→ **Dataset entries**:
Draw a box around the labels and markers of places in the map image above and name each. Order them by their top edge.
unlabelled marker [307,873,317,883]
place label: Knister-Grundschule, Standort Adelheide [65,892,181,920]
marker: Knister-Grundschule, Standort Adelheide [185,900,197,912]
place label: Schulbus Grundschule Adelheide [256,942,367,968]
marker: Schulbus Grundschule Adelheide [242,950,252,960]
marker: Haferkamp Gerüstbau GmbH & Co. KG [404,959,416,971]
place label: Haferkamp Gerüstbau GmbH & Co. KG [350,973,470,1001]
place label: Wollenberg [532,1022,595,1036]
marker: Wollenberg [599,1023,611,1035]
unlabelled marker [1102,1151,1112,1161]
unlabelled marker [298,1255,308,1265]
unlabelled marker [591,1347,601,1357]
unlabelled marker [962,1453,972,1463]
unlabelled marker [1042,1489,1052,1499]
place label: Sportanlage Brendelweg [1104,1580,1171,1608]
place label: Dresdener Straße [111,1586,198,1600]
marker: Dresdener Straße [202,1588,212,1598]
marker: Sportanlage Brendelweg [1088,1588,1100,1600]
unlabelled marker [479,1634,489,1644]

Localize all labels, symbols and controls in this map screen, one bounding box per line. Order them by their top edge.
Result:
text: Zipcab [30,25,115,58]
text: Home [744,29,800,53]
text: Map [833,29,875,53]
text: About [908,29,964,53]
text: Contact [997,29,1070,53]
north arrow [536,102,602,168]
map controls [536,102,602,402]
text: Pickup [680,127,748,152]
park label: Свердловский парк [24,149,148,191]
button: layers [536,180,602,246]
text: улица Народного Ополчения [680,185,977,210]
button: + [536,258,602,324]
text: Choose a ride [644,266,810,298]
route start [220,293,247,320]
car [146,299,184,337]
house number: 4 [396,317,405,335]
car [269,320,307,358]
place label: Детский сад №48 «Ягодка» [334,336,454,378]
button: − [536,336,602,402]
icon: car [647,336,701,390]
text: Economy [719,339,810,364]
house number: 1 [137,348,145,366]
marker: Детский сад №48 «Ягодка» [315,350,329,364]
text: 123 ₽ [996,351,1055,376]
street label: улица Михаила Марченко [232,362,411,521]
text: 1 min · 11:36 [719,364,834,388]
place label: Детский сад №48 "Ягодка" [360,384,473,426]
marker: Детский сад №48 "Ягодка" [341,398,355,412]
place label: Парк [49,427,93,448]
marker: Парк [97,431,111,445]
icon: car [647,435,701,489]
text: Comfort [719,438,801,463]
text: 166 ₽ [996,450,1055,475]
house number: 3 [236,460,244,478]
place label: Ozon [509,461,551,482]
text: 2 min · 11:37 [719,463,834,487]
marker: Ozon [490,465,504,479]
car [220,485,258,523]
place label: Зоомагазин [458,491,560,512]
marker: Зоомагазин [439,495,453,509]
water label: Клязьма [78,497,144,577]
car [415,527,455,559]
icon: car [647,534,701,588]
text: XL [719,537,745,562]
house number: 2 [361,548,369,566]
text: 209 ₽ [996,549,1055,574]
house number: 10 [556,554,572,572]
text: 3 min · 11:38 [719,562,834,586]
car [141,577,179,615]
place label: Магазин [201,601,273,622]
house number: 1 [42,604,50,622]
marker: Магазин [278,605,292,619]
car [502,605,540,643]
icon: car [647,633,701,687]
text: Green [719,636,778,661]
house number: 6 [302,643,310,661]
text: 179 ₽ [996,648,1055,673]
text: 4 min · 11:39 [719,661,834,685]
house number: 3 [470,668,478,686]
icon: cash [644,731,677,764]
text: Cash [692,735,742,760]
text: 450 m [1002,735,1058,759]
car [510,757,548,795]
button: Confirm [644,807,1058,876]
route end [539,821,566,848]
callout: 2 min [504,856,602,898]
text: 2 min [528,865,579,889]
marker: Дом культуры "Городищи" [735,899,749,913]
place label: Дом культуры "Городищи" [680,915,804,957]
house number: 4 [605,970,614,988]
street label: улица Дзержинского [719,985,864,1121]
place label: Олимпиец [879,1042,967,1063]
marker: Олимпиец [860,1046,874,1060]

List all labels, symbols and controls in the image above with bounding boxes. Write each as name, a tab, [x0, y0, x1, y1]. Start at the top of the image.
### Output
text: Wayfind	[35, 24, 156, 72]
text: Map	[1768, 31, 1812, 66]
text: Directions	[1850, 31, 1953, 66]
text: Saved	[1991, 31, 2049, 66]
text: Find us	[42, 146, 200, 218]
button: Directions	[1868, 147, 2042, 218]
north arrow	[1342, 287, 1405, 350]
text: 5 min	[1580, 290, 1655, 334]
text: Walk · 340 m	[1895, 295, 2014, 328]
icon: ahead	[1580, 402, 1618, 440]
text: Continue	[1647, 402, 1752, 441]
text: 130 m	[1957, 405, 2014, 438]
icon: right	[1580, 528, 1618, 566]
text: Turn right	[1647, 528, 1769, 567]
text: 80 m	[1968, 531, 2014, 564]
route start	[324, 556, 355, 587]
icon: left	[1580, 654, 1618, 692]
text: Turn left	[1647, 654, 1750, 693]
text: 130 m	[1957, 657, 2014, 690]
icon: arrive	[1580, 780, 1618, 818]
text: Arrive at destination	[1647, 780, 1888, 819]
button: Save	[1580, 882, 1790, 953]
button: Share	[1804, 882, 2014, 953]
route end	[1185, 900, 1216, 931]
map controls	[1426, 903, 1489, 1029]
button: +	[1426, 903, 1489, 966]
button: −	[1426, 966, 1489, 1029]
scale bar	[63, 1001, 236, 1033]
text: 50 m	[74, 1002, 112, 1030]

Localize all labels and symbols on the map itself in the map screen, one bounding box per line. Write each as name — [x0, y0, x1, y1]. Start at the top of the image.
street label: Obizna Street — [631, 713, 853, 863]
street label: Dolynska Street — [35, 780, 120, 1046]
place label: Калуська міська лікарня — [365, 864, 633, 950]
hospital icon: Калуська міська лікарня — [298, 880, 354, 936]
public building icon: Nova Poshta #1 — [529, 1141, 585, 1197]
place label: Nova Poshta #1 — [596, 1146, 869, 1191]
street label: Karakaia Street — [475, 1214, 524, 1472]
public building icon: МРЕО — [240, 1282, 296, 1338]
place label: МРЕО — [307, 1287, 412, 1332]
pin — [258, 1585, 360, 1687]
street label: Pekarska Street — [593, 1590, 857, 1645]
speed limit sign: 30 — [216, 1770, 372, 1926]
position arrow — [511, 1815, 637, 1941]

→ **EXERCISE REQUIREMENTS**: Find every line of the data above that holds the word "screen", then state how many there are and nothing else.

→ **WORKED SOLUTION**: 2